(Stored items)
↓↓↓

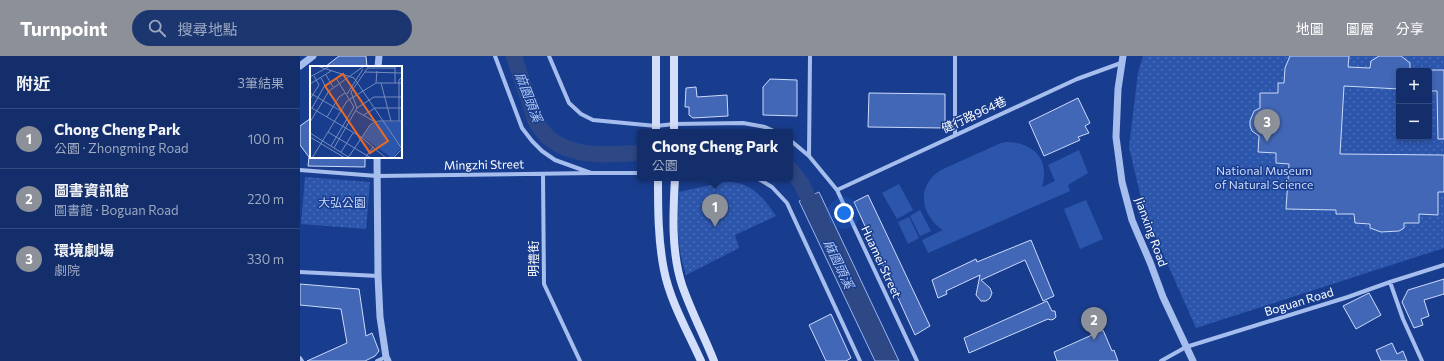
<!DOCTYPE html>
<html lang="zh-TW">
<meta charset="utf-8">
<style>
body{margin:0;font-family:Commissioner,"Noto Sans TC",sans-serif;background:#1c3670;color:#f1f3f6}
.controls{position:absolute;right:12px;top:12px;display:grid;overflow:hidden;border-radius:4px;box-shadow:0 2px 6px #0003}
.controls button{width:36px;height:36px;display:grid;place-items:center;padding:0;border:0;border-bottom:1px solid #324a7e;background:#132e6a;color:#f1f3f6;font:20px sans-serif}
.you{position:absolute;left:544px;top:157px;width:14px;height:14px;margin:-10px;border:3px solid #fff;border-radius:50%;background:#1a73e8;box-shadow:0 0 0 6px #1a73e833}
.badge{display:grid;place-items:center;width:26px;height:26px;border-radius:50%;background:#8c9099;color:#fff;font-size:13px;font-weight:700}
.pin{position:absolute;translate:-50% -33px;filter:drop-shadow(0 1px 2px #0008)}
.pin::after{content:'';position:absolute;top:21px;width:14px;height:12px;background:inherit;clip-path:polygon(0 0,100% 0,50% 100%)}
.popup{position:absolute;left:337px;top:73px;width:156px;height:52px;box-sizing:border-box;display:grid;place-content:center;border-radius:4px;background:#132e6a;filter:drop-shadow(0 1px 3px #0005);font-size:13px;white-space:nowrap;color:#9da8c1}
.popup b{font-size:15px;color:#f1f3f6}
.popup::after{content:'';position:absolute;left:50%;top:100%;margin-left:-8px;border:8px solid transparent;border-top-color:#132e6a}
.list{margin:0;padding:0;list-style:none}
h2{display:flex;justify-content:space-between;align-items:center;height:52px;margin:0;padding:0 16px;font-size:17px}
h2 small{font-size:13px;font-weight:400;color:#9da8c1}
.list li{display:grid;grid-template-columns:26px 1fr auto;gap:12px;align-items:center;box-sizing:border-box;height:60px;padding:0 16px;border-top:1px solid #324a7e}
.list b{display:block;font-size:15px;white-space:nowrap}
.list p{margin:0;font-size:13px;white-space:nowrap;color:#9da8c1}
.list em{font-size:13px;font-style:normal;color:#9da8c1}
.icon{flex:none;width:22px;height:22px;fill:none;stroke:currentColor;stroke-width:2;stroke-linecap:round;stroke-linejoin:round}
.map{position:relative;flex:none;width:1144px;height:305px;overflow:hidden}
header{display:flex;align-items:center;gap:24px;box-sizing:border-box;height:56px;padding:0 20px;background:#8c9099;color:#fff}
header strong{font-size:19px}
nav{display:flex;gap:22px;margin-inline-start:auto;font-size:14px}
.search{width:280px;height:36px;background:#1c3670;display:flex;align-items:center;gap:10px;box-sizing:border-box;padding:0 14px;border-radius:22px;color:#9da8c1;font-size:15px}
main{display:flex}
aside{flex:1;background:#132e6a}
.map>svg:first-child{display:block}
.grass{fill:#2c56ac}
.park{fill:url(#park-dots);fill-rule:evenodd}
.water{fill:#2e4885;stroke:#99b6f1}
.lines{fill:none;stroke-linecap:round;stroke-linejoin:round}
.river{stroke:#2e4885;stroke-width:16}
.building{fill:#4267b6;stroke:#ccdbfa}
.minor{stroke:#a6beee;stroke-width:4}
.tertiary{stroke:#a6beee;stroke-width:7}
.secondary{stroke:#d3dffa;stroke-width:8}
.labels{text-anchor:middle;stroke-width:3;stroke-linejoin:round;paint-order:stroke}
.street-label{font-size:12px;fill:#fff;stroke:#193d8e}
.park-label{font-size:12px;fill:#ccdbfa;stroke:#193d8e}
.water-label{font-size:13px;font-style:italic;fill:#b2c8f5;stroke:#193d8e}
.inset-road{fill:none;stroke:#758bbb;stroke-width:1}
.view{fill:#ea6a24;fill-opacity:0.15;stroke:#ea6a24;stroke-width:2}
.inset-edge{fill:none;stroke:#fff;stroke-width:2}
</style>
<header>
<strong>Turnpoint</strong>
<div class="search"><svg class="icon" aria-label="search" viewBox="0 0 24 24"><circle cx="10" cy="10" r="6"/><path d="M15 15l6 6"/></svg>搜尋地點</div>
<nav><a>地圖</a><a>圖層</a><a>分享</a></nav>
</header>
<main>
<aside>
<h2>附近<small>3筆結果</small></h2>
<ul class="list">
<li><span class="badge">1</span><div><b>Chong Cheng Park</b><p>公園 · Zhongming Road</p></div><em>100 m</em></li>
<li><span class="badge">2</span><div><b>圖書資訊館</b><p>圖書館 · Boguan Road</p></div><em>220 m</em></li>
<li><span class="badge">3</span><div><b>環境劇場</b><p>劇院</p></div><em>330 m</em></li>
</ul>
</aside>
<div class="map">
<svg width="1144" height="305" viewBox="0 0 1144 305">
<defs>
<pattern id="park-dots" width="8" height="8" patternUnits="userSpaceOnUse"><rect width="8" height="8" fill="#2c56ac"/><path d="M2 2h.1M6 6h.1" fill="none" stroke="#4c6fb8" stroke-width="1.8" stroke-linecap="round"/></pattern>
</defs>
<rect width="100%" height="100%" fill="#193d8e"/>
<path class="grass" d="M706 86C726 86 745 96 744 119 744 123 743 127 742 131L755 125 748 109 779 94 788 117 768 129 770 135 628 197 622 184 643 174C620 159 616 129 641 114L701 87Z
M599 128 613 154 597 163 582 137Z
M786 144 803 183 780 193 764 153Z
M620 154 631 175 620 180 610 160Z
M609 161 619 182 608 188 598 166Z"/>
<path class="park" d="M843 0H1144V192L896 272 844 155 829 91 838 17ZM1099 15H1129V81H1099Z
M5 121 70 126 66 173 1 168Z
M424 126C451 125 462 140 476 160L435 179 439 192 386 219C377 192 377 164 379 136Z"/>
<path class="water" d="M519 136 599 305H575L499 145Z"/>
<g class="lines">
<path class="river" d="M214 0C219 16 224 31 230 47 232 53 233 61 237 67 258 104 304 99 340 97
M490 113 501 127 517 160"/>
</g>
<path class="building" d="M39 0H66L67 11H25Z
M990 0H1049L1048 11 1070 12 1071 5 1079 0H1101L1110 7V15H1099V33L1044 30 1040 98 1144 99V136H1138V159L1119 158V167H1104V172L1099 175 1081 176 1070 172V168L1055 167 1054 158H1036V154L986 153 989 108 976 107V97L958 96 959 80 952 75 950 70V65L954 55 960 52V37H978V27H984L985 12Z
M1129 14H1144V83H1138L1137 35H1129Z
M470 23 497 24V60L463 59V31Z
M396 31 397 41 427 39 428 60 393 62 389 59V51H385L386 32Z
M569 37 645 38V72L568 71Z
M778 42 790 67 785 70 789 77 778 81 780 84 744 100 729 66Z
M11 62V101H65V111L8 110 9 101 0 89V70Z
M568 139 630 270 615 279 554 146Z
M731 184 754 240 743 245 725 204 681 224 690 232 692 237 690 242 686 245H681L676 239 680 219 646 235 647 238 638 242 632 224 676 203 677 206Z
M1144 223V238L1124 244 1129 260 1121 263 1123 269 1114 272 1102 246 1108 234Z
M0 228 59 233 66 280 72 277 79 295 75 300 65 305H7L47 287 41 253 0 249Z
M1069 237 1081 259 1056 273 1043 250Z
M747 245 752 255H755L756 261 754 263 751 264 748 263 669 297 664 282Z
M531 258 551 302 546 305H526L509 269Z
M803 274 812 295 814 294 818 305H757L754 296Z
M1092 287 1097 298 1103 295 1107 305H1081L1076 294Z"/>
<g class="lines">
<path class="minor" d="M195 0 222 72 232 85 242 95 255 104 291 117H340
M249 0 269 47 281 58 293 64 356 70 374 68 443 67 465 71 476 76
M655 79V0
M490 84 509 100 537 134 617 305
M509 100 510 0
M0 114 77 120 291 117
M243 118 244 228 280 305
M457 122 472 131 487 147 560 305
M537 134 777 23 821 7
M0 216 78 220
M1090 226 1103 263 1122 305
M0 302 2 305
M77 305 86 301
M861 305 886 291 1048 241 1090 226 1144 209"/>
<path class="tertiary" d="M823 0 818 33 816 81 822 126 832 164 837 176 850 206 863 241 893 305
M0 10 13 0
M78 11 79 0
M77 101 78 220 80 261 86 301 88 305"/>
<path class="secondary" d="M356 0V76
M374 0V76
M358 122C358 153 358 184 364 214 370 245 388 276 401 305
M375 122C373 157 371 195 382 229 391 255 404 280 414 305"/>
</g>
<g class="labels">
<g class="street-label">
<text transform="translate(674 59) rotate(-25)" y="4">健行路964巷</text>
<text transform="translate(184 109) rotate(-1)" y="4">Mingzhi Street</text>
<text transform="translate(851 176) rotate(70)" y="4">Jianxing Road</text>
<text transform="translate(234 203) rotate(-90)" y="4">明禮街</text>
<text transform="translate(581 206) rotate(65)" y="4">Huamei Street</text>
<text transform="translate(999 246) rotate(-17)" y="4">Boguan Road</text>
</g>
<g class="park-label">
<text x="964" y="119">National Museum<tspan x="964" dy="14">of Natural Science</tspan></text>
<text x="42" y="151">大弘公園</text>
</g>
<g class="water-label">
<text transform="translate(229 41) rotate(69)" y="5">麻園頭溪</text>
<text transform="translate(539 208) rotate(65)" y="5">麻園頭溪</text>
</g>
</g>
<g transform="translate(10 10)">
<rect width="92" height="92" fill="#193d8e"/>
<path d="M69 56H92V81L82 92 52 71 60 60Z" fill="#2c56ac"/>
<path class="inset-road" d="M7 0 44 12 92 83M85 0V17M58 2H85M55 6 92 7M16 9 23 21M0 11 20 0M66 17 67 5M71 17 81 55M0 18 21 5M0 27 31 45M37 28 53 3M0 33 9 19 4 10M0 41 51 71 76 92M2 42 15 19 11 12M47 42 64 31H92M46 45 65 56M54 49 65 42H92M17 51 29 31 35 27M89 55V14L92 11M0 56 19 25 54 0M18 66 61 92M0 67 40 92M0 71 35 92M21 80 44 41 26 12M24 82 47 42 41 26 59 0M31 86 43 67M2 92 37 35 66 17H92M38 92 60 59 68 55H92M55 92 63 81M83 92 92 83"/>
<path class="view" d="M33 8 78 75 60 87 15 20Z"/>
<rect width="92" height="92" class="inset-edge"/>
</g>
</svg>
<div class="controls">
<button>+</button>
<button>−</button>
</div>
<div class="you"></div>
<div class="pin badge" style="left:415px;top:171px">1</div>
<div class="popup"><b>Chong Cheng Park</b>公園</div>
<div class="pin badge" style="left:794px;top:284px">2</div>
<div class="pin badge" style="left:967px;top:86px">3</div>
</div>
</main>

↑↑↑

# Exercise objective:
Every line above that holds the string "white" should be returned.

# Final answer:
.popup{position:absolute;left:337px;top:73px;width:156px;height:52px;box-sizing:border-box;display:grid;place-content:center;border-radius:4px;background:#132e6a;filter:drop-shadow(0 1px 3px #0005);font-size:13px;white-space:nowrap;color:#9da8c1}
.list b{display:block;font-size:15px;white-space:nowrap}
.list p{margin:0;font-size:13px;white-space:nowrap;color:#9da8c1}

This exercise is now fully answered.